Recuerdo de mi última conversación con Alejandro Rossi

El cuadro clínico de Alejandro empeoró a comienzos de 2009 y sin pensarlo dos veces decidí hacer un viaje relámpago a México para llevarle los primeros ejemplares de la edición francesa de Edén. Habíamos previsto que el libro estuviera listo en marzo y que se bautizara, en presencia del autor, durante las jornadas del Salón del Libro de París, que ese año tendría a México como país invitado. El enfisema pulmonar nos desarmó la agenda. Yo sabía lo mucho que representaba para Alejandro que Gallimard publicase su novela autobiográfica —o “auto-ficción” o “biografía novelada”, si se prefiere— y no quería que dejara de ver la edición que habíamos preparado. Los homenajes, como toda muestra de afecto, me decía (me digo) hay que hacerlos en vida, tanto más en estos tiempos sin futuro en que la posteridad se ha convertido en una anacrónica y pomposa quimera. Por eso nunca agradeceré lo suficiente a los equipos de corrección, diseño y fabricación de la casa el empeño que pusieron para que tuviéramos algunos ejemplares impresos con más de 60 días de antelación.

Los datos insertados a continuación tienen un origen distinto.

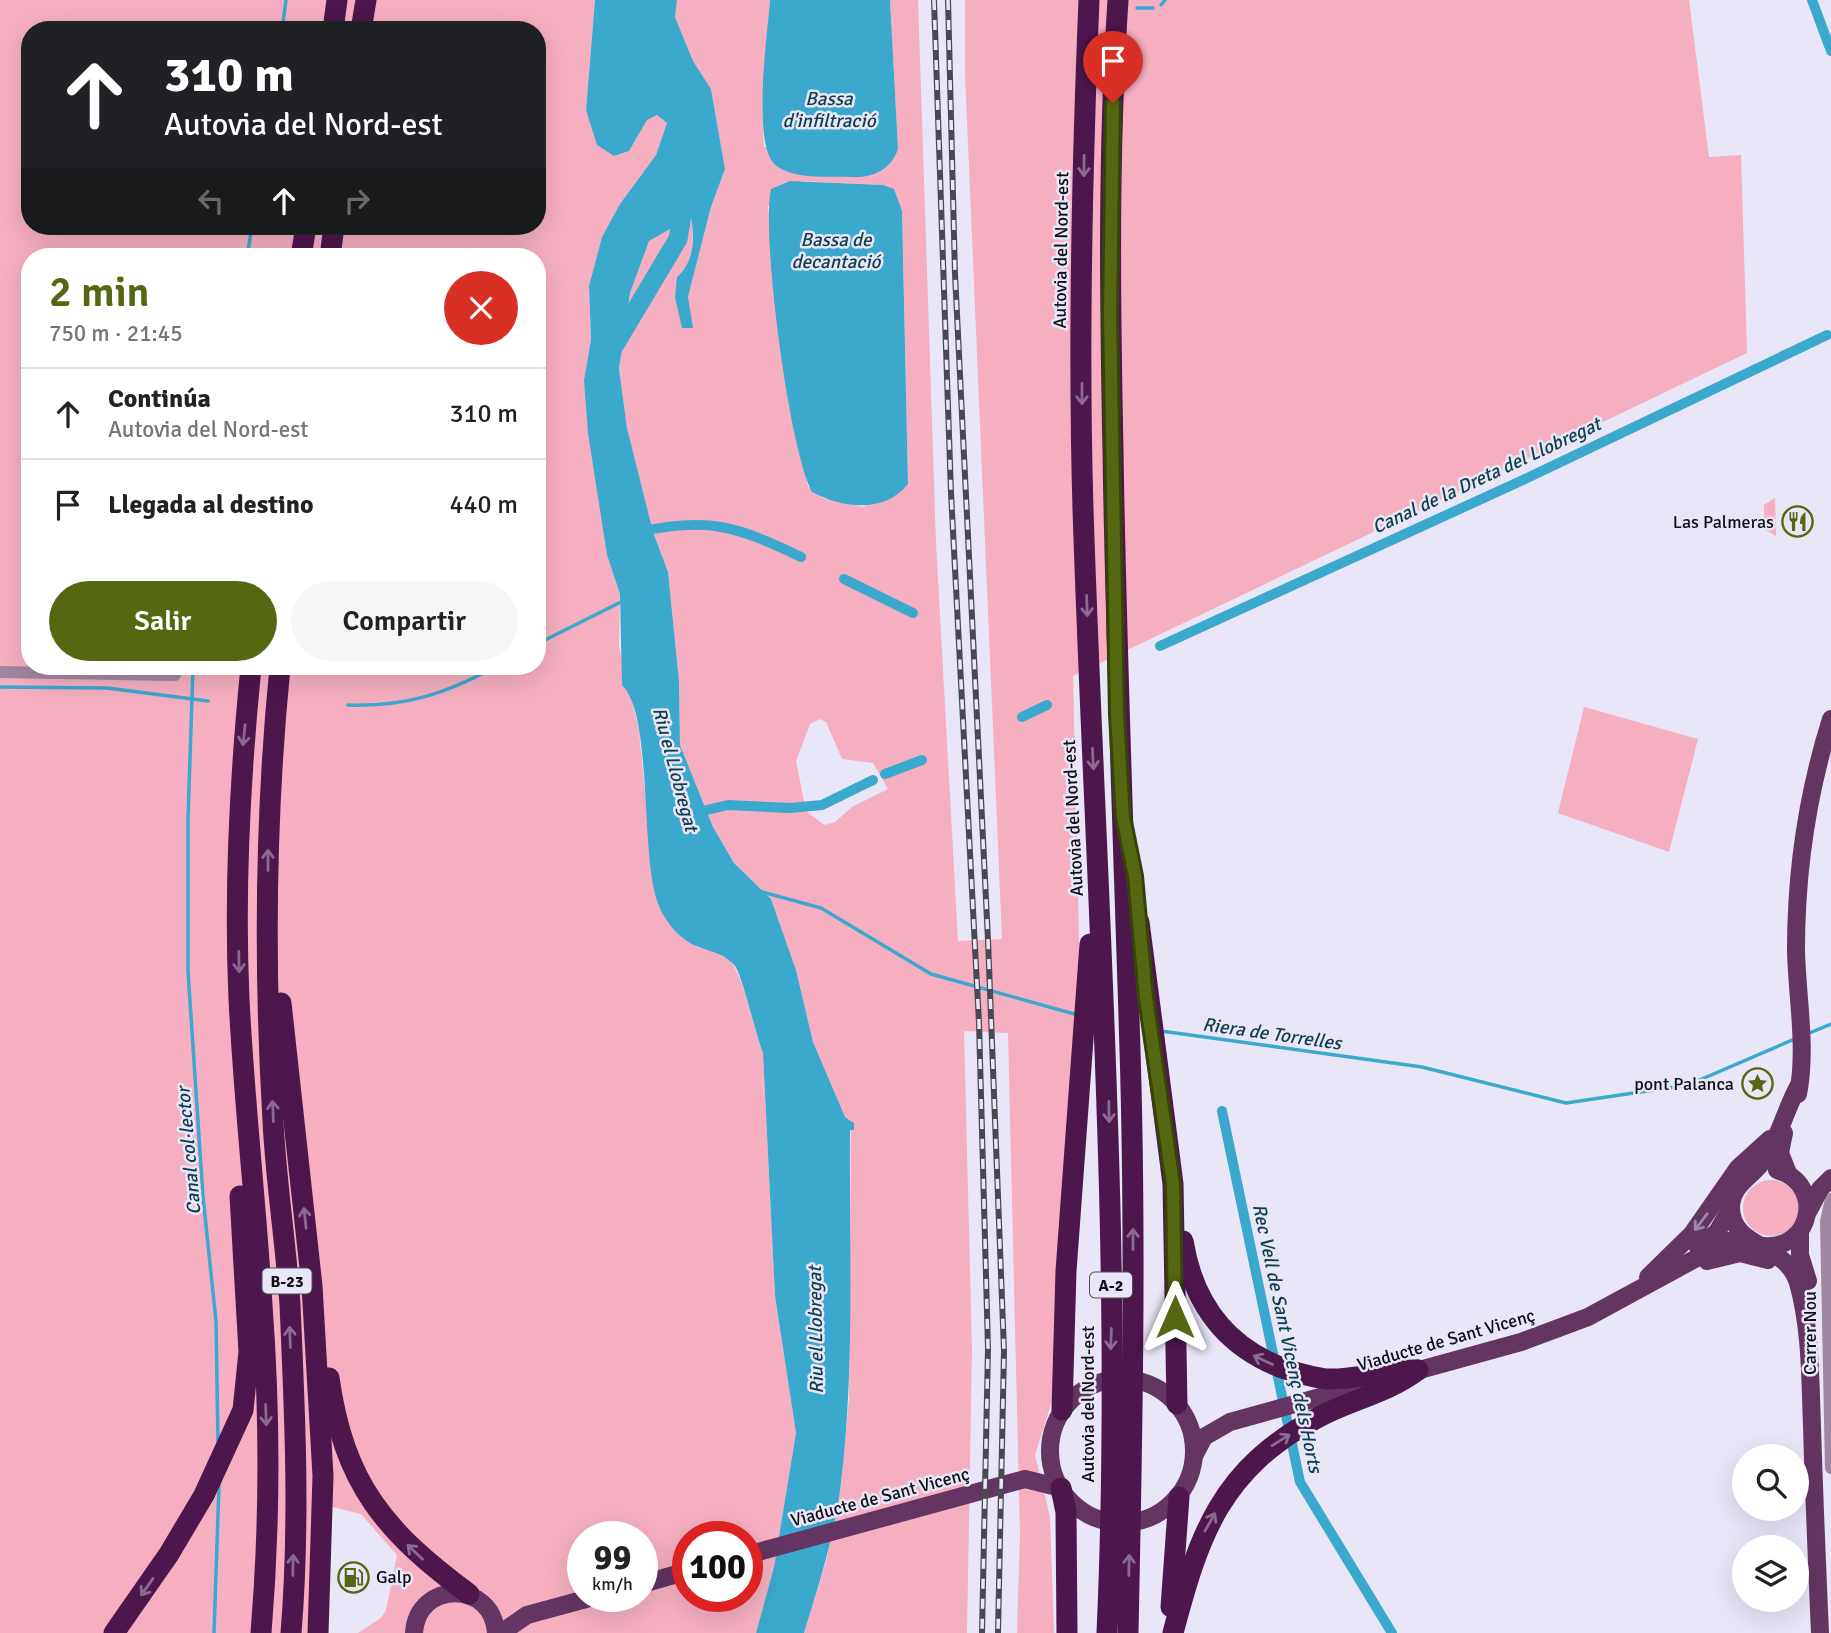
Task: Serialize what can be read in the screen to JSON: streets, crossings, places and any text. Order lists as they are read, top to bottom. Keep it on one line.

Si mal no recuerdo, salí para Ciudad de México el 7 de enero y en la misma tarde de ese largo día me veo ya en la quinta de Alejandro, entregándole un par de ejemplares con las tintas de la carátula aún frescas y embarcado en la que sería mi última conversación con uno de los más cálidos, lúcidos y excepcionales conversadores de nuestras letras. Era una secreto a voces: de Juan Villoro a Jorge Herralde, de Fabio Morabito a Rafael Rojas, los tuvimos la suerte de alternar con él con alguna frecuencia guardamos preciosamente en la memoria aquellos momentos mágicos en que charlar con Alejandro se convertía en una forma única de arte: el punto de equilibrio perfecto entre improvisación, espontaneidad, gracia, rigor y alta densidad. ¿De qué hablamos en ese último encuentro? De la novela, evidentemente, y, en particular, de la imagen de la Venezuela de los años cuarenta y cincuenta que surge de la evocación de la infancia del protagonista. Aquel mundo extraño y fascinante que Alex, el pequeño florentino, descubre a través de la mediación de su madre y de su familia venezolana se ha de erigir con el tiempo en un paraíso perdido entre los recuerdos del adulto, el primero de los muchos edenes a los que alude el título y que marcaron la vida del escritor. Y es que Alejandro nunca olvidó a Venezuela y sintió hasta el final que una parte de su destino cosmopolita estaba ligado a la tierra de sus mayores. No tengo espacio para entrar con más detalle en aquella conversación, pero sí quiero insistir en que su eje fue nuestro país y la preocupación por nuestro país. Ahora que la literatura venezolana ha ido adquiriendo la extensión de su diáspora y que nuestra condición comienza a parecerse cada vez más a la de Alejandro, creo que es el momento de releerlo como escritor venezolano, aunque pese a los que aún creen que una literatura para ser nacional debe ser territorial. Otra pomposa y anacrónica quimera.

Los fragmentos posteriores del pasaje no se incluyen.